Every single fucking thing is UN report, UN study even.
A study, guys.
UN study reveals, as I said.
And nowhere is there the actual truth, which is when you go to this UN quote-unquote study, it's not at all any of that.
None of that.
It's just propaganda.
And I track it down and it's not just violence against women, it's actually violence against women in sports is the name of the thing.
Which is, isn't that a little misleading?
So Jerry Coyne referenced it as a United Nations report on violence against women.
But it's a little bit misleading to not include the last word there because there's a report on violence against women in sports, which is a different thing.
It's a more specific thing.
And what's amazing is in this same thing that talks about trans people and in Jerry Coyne's article talking about trans people being predators.
Wouldn't you know it, so much of the actual violence and sexual violence and all that against women's sports is at the hands of men.
Not trans men, just cis men.
Larry Nassar is referenced.
And somehow that's, they use that, I've seen it, if not in this report, in some other sources, as a way to justify their transphobia.
Like, look, girls are vulnerable.
Okay, just look at Larry Nassar and what he did.
And so therefore, they're vulnerable.
So we cannot let trans women in.
It's like they literally use the violence of cis men to justify the exclusion of trans women, which is just shitty.
Okay, so let's go to the relevant part, because this is crazy.
I'm still like, yeah, okay, somehow this has the UN label attached to it.
to.
I haven't gotten so far as to really look into that or why this came to be or who's doing this, but it does have the UN moniker.

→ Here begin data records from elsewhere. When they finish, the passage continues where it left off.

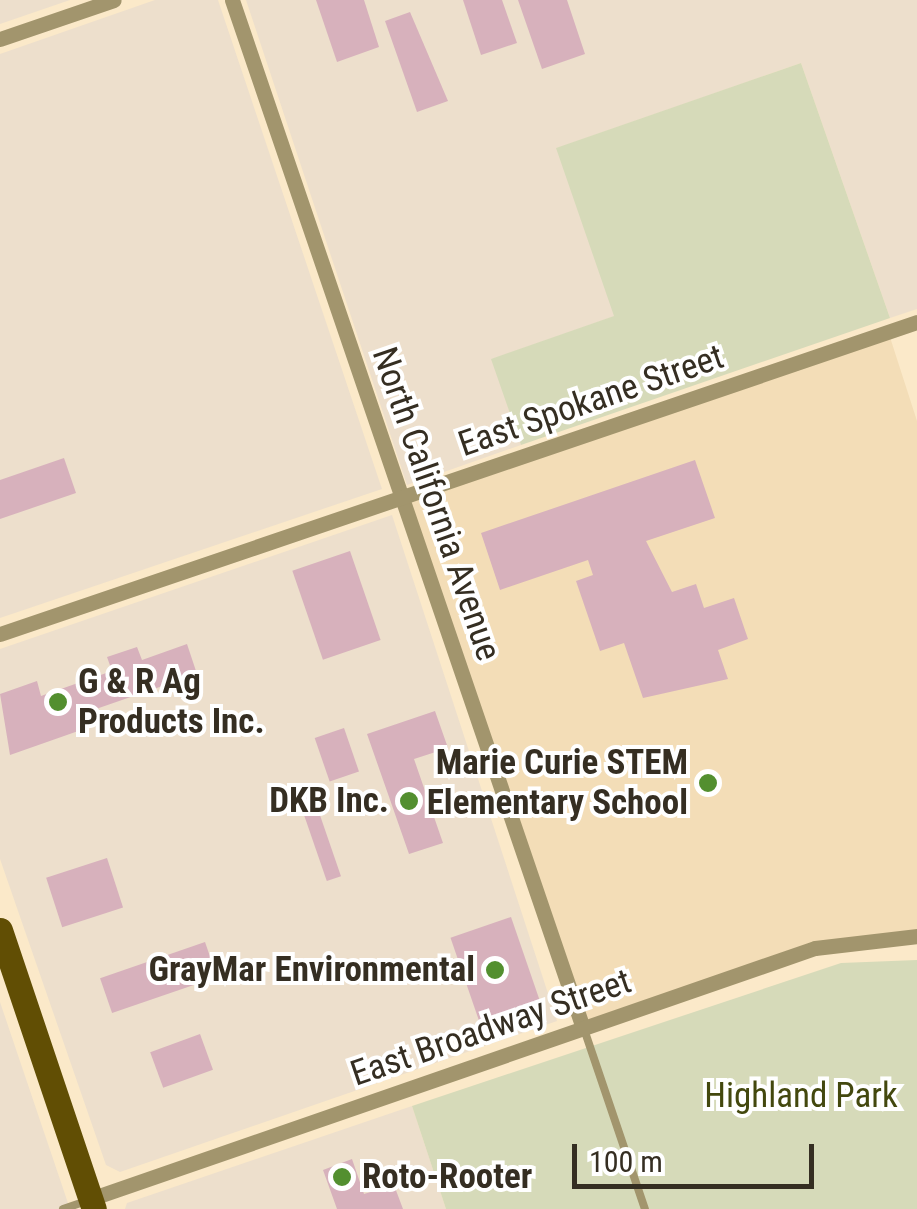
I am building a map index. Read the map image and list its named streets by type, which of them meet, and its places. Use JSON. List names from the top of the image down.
{
  "streets": {
    "street": ["East Spokane Street", "North California Avenue", "East Broadway Street"]
  },
  "crossings": [
    ["East Spokane Street", "North California Avenue"],
    ["North California Avenue", "East Broadway Street"]
  ],
  "parks": ["Highland Park"],
  "places": [
    "G & R Ag Products Inc.",
    "Marie Curie STEM Elementary School",
    "DKB Inc.",
    "GrayMar Environmental",
    "Roto-Rooter"
  ],
  "scale_bar": "100 m"
}
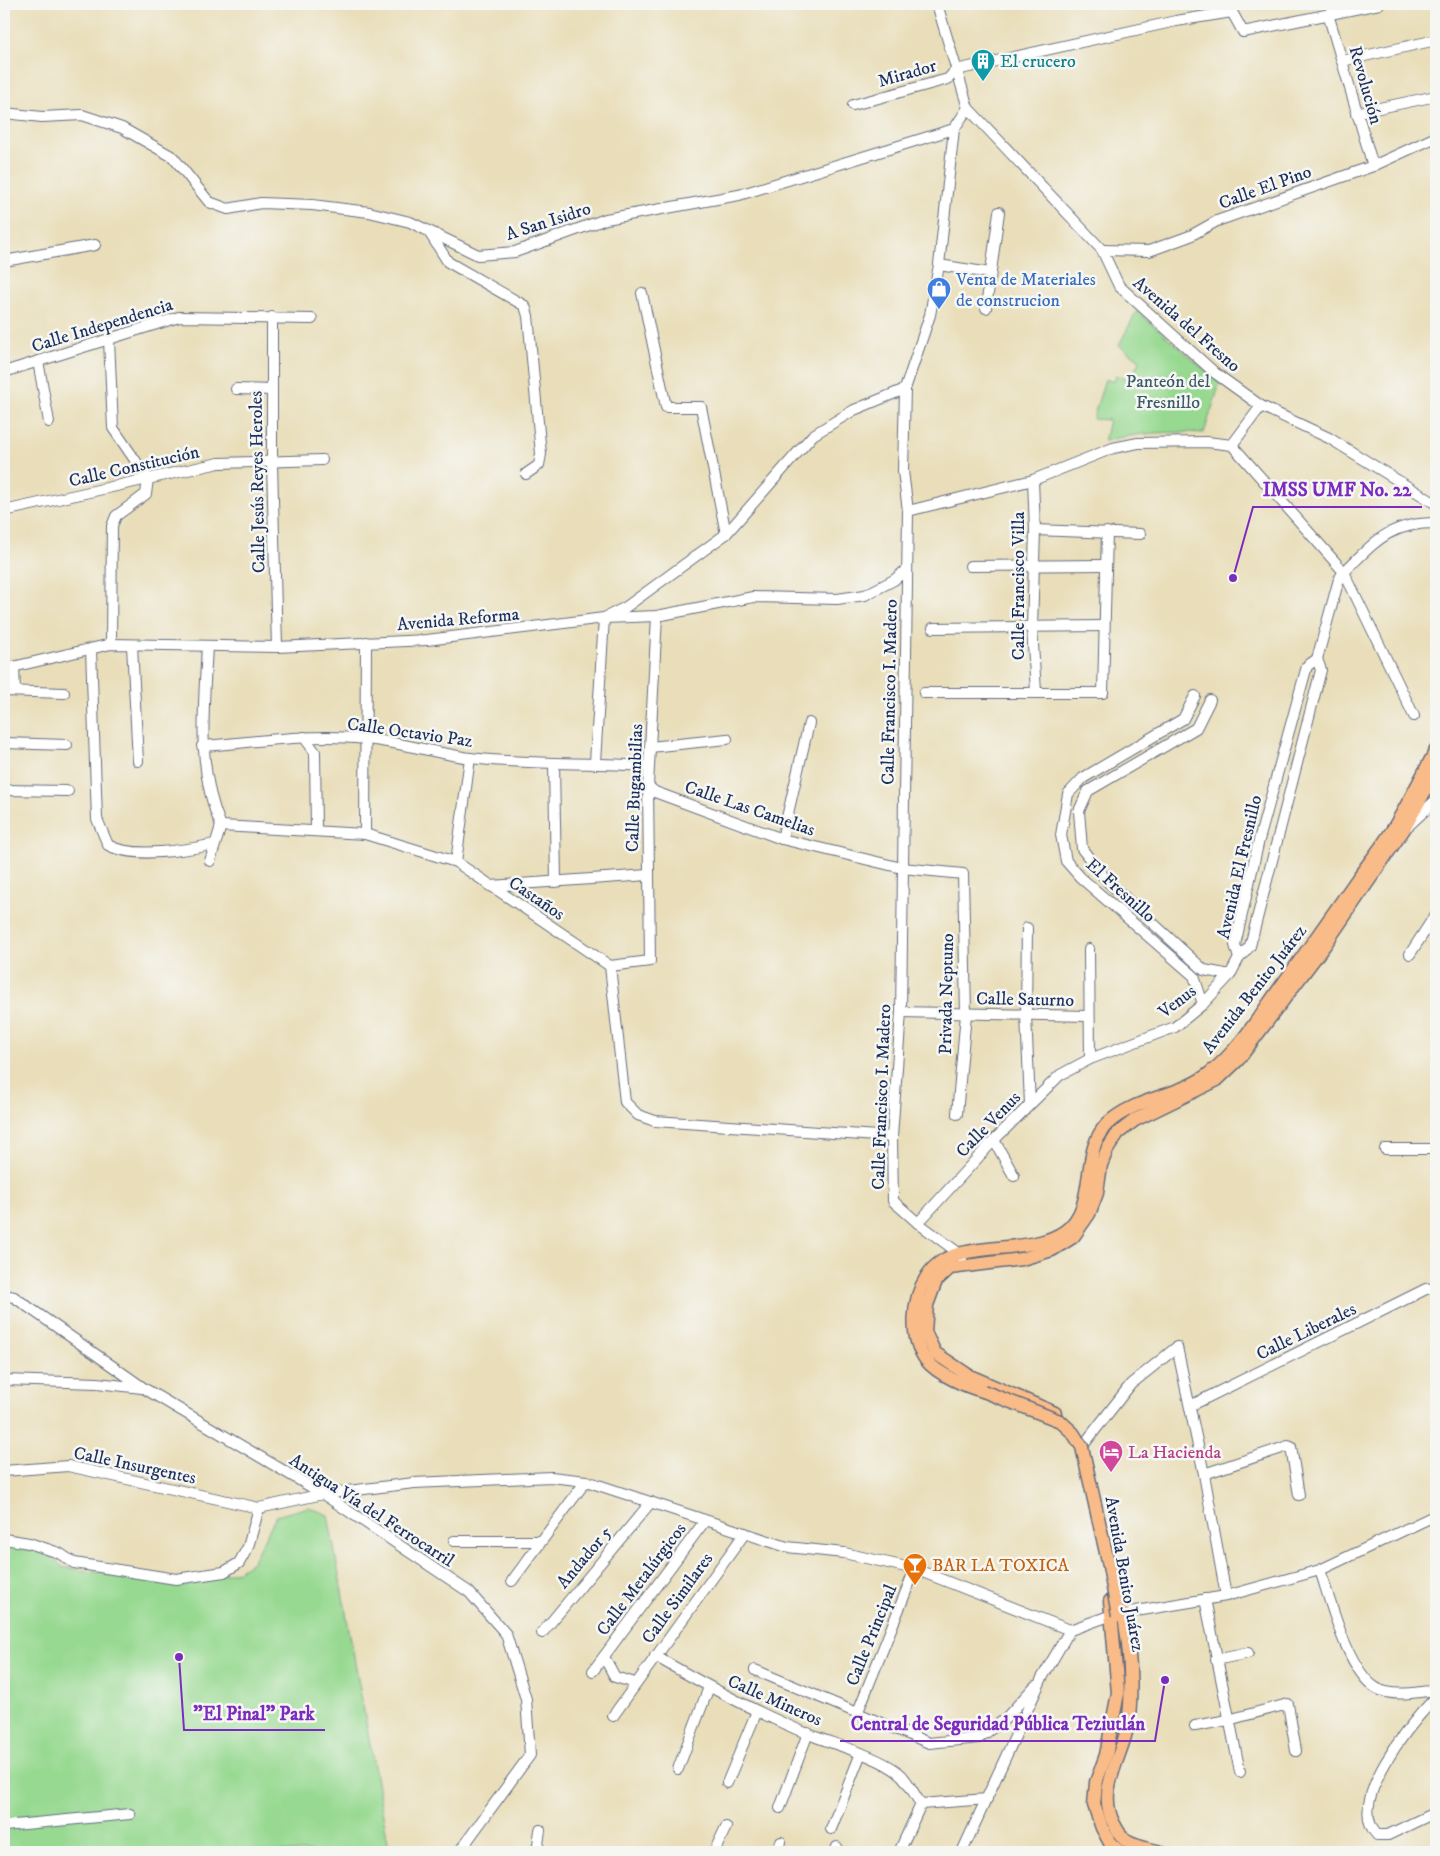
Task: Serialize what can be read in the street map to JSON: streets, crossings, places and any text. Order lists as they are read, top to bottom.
{
  "streets": {
    "main road": ["Avenida Benito Juárez"],
    "street": [
      "Mirador",
      "Revolución",
      "Calle El Pino",
      "A San Isidro",
      "Avenida del Fresno",
      "Calle Independencia",
      "Calle Constitución",
      "Calle Jesús Reyes Heroles",
      "Calle Francisco Villa",
      "Avenida Reforma",
      "Calle Francisco I. Madero",
      "Calle Octavio Paz",
      "Calle Bugambilias",
      "Calle Las Camelias",
      "Avenida El Fresnillo",
      "El Fresnillo",
      "Castaños",
      "Privada Neptuno",
      "Calle Saturno",
      "Venus",
      "Calle Venus",
      "Calle Liberales",
      "Calle Insurgentes",
      "Antigua Vía del Ferrocarril",
      "Andador 5",
      "Calle Metalúrgicos",
      "Calle Similares",
      "Calle Principal",
      "Calle Mineros"
    ]
  },
  "crossings": [
    ["Revolución", "Calle El Pino"],
    ["Calle El Pino", "Avenida del Fresno"],
    ["A San Isidro", "Calle Francisco I. Madero"],
    ["Avenida del Fresno", "Calle Francisco I. Madero"],
    ["Calle Independencia", "Calle Jesús Reyes Heroles"],
    ["Calle Constitución", "Calle Jesús Reyes Heroles"],
    ["Calle Jesús Reyes Heroles", "Avenida Reforma"],
    ["Avenida Reforma", "Calle Francisco I. Madero"],
    ["Avenida Reforma", "Calle Bugambilias"],
    ["Calle Francisco I. Madero", "Calle Las Camelias"],
    ["Calle Francisco I. Madero", "Avenida Benito Juárez"],
    ["Calle Francisco I. Madero", "Calle Saturno"],
    ["Calle Francisco I. Madero", "Calle Venus"],
    ["Calle Octavio Paz", "Calle Bugambilias"],
    ["Calle Bugambilias", "Calle Las Camelias"],
    ["Calle Bugambilias", "Castaños"],
    ["Calle Las Camelias", "Privada Neptuno"],
    ["Avenida El Fresnillo", "Venus"],
    ["El Fresnillo", "Venus"],
    ["Privada Neptuno", "Calle Saturno"],
    ["Venus", "Calle Venus"],
    ["Calle Similares", "Calle Mineros"]
  ],
  "parks": ["Panteón del Fresnillo"],
  "places": {
    "building": ["El crucero"],
    "shop": ["Venta de Materiales de construcion"],
    "other": ["IMSS UMF No. 22", "\"El Pinal\" Park", "Central de Seguridad Pública Teziutlán"],
    "hotel": ["La Hacienda"],
    "bar": ["BAR LA TOXICA"]
  }
}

And I'm looking at the relevant section here.
I found the quote ready.
According to information received by 30 March, 2024, over 600 female athletes in more than 400 competitions have lost more than 890 medals in 29 different sports.
Isn't that weird that Jerry Coyne started the quote right after that?

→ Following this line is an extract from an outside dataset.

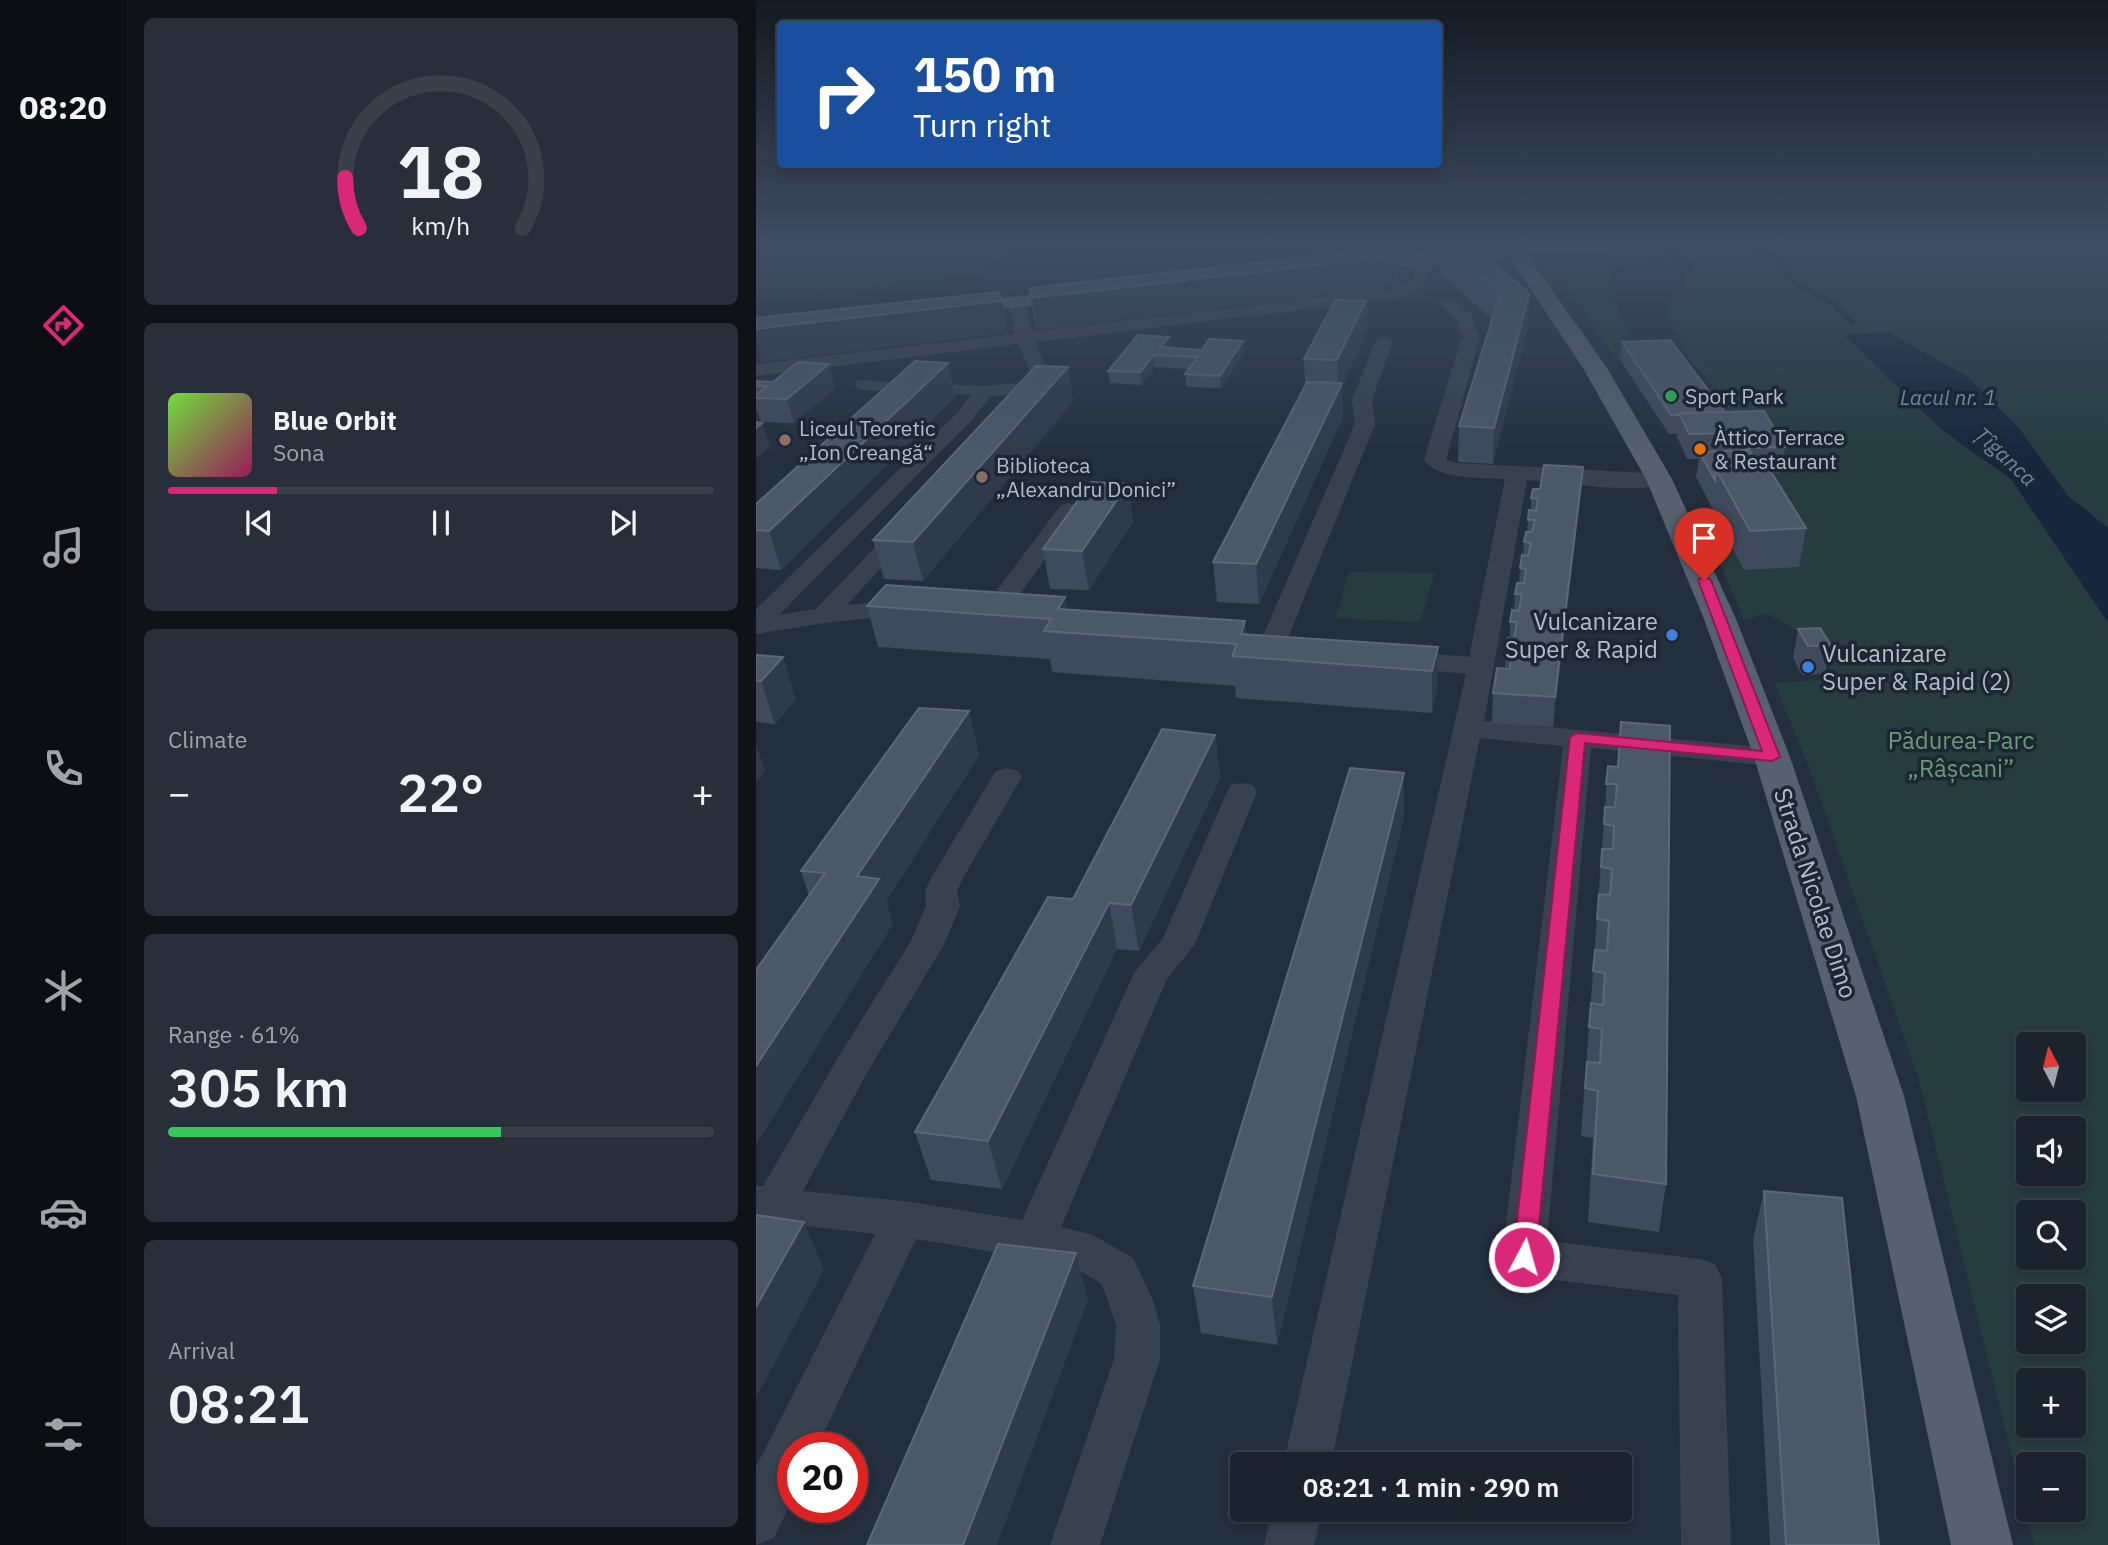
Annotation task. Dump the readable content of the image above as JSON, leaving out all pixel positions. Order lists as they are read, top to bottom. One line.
{"streets":{"main road":["Strada Nicolae Dimo"]},"water":["Lacul nr. 1","Țîganca"],"parks":["Pădurea-Parc „Râșcani”"],"places":["Sport Park","Liceul Teoretic „Ion Creangă“","Àttico Terrace & Restaurant","Biblioteca „Alexandru Donici”","Vulcanizare Super & Rapid","Vulcanizare Super & Rapid (2)"],"north":"top","page":{"tabs":"08:20","turn":["150 m","Turn right"],"song":["Blue Orbit","Sona"],"tile":["Climate",["Range · 61%","305 km"],["Arrival","08:21"]],"heat":["−","22°","+"],"map_buttons":["+","−"],"limit":"20","trip":"08:21 · 1 min · 290 m","gauge":["18","km/h"]}}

I mean, again, it's just a little...
Huh, random that all the little things go in the same direction.
In fact, Jerry Coyne deceptively capitalizes that so that it looks like a sentence.
So his quote was, quote, capital B, by 30 March 2024, over 600, you know, the thing I read, when the actual report says, according to information received, comma, lowercase b, By 30 March 2024, which, you know, again, these are all these little intentional things that tell me this person knows what he's doing.
Jerry Coyne knows that this is bullshit, I think.
Otherwise, why would he just...
That's just so weird to coincidentally do these little indicators.
Because if I see something that says, by 30 March, you know, it starts there and it says what it said.
Versus if I see, according to information received, that's...
Like, if that's cited in sources, I don't, that's, I'm skeptical.
Information received.
Well, that's far from a study that you're doing.
And I look, it's got the footnote, you know, it's whatever.
Note 29. Okay, I'll go down and look at what note 29 is.
Submission from Women's Liberation Front, international consortium on female sport and Diane Post on behalf of Lavender Patch.
I can't, I think those are three different things.
I don't know.
But it doesn't matter.
I found the ones that matter.
But yeah, Women's Liberation Front, I have to imagine that's going to be a biased source.
And sure enough, this quote-unquote UN report, they just ask for submissions.
It's a weird thing that I don't fully understand.
But they just ask for submissions, and then you can just say whatever.
And then they're like, all right, we've received this information.
We'll include it in our report.
It's not a reliable way to do things, but I still had to keep going and track down the source, and I eventually did.
The source of this claim of the 900 medals, roughly, that is everywhere.
It's cited as, you know, a UN study, which it's not.
I track it down to a website, she1.org.
This website is dedicated to archiving the achievements of female athletes who were displaced by males in women's sporting events and other type of competitions expressly for women.
One day soon, we hope their accomplishments will be formally recognized.
And that's what it sounds like.
So they're tracking what they allege is women missing out on medals.
Now here's what I love.
The list now is higher.
Wouldn't you know it?
Number of female athletes, 742. Number of medals.
1,060 now we're up to.
And on medals, it's got a little asterisk.
That's a weird number of medals as an asterisk.
And the asterisk says, or records, comma, scholarships, or other opportunities.
That's, oh, wow.
Okay.
They've lost on 1,060 medals.
Or, you know, like some other stuff.
Like just other things as well.
That's just, what are you talking about?
Okay, fine.
So, let's look at this, and it gets worse.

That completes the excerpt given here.